Employees feed ChatGPT with sensitive business data


Employees submit sensitive business data and privacy-protected information to large language models (LLMs) such as ChatGPT, raising concerns that artificial intelligence (AI) services could integrate the data into their models and that information could be retrieved at a later date if the service lacks adequate data security is available.

In a recent report, data security service Cyberhaven detected and blocked requests to enter data into ChatGPT from 4.2% of its client companies’ 1.6 million employees due to the risk of confidential information, client data, source code or regulated information being leaked to the ChatGPT Companies are passed LLM.

In one instance, an executive clipped the company’s 2023 strategy document, pasted it into ChatGPT, and asked them to create a PowerPoint deck.
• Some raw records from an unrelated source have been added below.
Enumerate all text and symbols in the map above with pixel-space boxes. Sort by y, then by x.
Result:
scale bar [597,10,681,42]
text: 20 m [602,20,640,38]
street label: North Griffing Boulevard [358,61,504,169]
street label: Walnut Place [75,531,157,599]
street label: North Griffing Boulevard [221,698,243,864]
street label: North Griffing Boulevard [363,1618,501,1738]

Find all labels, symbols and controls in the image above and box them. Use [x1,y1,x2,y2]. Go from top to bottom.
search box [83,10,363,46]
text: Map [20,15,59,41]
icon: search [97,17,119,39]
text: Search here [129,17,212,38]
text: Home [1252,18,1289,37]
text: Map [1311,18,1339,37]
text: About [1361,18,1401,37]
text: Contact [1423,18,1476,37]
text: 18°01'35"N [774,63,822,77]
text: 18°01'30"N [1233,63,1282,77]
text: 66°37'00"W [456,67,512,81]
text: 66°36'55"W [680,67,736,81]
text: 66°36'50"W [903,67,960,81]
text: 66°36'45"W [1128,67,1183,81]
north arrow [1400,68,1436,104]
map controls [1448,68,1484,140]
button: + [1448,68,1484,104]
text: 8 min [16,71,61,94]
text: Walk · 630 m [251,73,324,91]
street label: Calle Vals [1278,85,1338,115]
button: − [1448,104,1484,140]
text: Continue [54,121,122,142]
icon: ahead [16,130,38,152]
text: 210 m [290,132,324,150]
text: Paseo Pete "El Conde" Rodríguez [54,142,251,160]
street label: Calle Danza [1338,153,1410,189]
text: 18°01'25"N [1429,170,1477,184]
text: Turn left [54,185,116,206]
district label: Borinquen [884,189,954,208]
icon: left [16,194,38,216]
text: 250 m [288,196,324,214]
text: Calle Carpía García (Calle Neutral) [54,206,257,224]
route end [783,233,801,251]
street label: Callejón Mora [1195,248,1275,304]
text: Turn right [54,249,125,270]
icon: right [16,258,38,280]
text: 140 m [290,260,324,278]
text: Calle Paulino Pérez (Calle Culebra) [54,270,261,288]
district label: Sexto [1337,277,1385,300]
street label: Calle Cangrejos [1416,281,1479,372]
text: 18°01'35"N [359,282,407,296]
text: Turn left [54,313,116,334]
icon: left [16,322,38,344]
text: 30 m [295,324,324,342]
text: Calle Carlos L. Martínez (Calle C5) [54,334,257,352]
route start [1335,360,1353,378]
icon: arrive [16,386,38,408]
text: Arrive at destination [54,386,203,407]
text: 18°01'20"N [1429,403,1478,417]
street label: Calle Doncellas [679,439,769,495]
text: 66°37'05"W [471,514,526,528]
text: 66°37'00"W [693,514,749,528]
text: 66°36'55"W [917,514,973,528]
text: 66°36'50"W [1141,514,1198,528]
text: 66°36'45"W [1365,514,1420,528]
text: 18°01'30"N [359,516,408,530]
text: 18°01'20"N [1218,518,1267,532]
In another case, a doctor entered his patient’s name and medical condition and asked ChatGPT to compose a letter to the patient’s insurance company.

And as more employees use ChatGPT and other AI-based services as productivity tools, the risk increases, says Howard Ting, CEO of Cyberhaven.

“There’s been this big migration of data from on-premises to the cloud, and the next big shift is going to be migrating data into these generative apps,” he says. “And how that works out [remains to be seen] — I think we’re in pregame; we’re not even in the first inning.”

With the rising popularity of OpenAI’s ChatGPT and its foundational AI model – the Generative Pre-trained Transformer, or GPT-3 – as well as other LLMs, companies and security professionals have begun to worry that sensitive data included as training data in the models were, could reappear when prompted by the correct queries. Some are taking action: JPMorgan, for example, has restricted employees’ use of ChatGPT, and Amazon, Microsoft and Wal-Mart have warned all employees to be cautious when using generative AI services.

Chart of Data Out Events with ChatGPT
More and more users are submitting sensitive data to ChatGPT. Source: Cyberhaven

And as more software companies connect their applications to ChatGPT, the LLM may be gathering far more information than users — or their companies — know, putting them at legal risk, Karla Grossenbacher, a partner at law firm Seyfarth Shaw, warned in a Bloomberg column Law.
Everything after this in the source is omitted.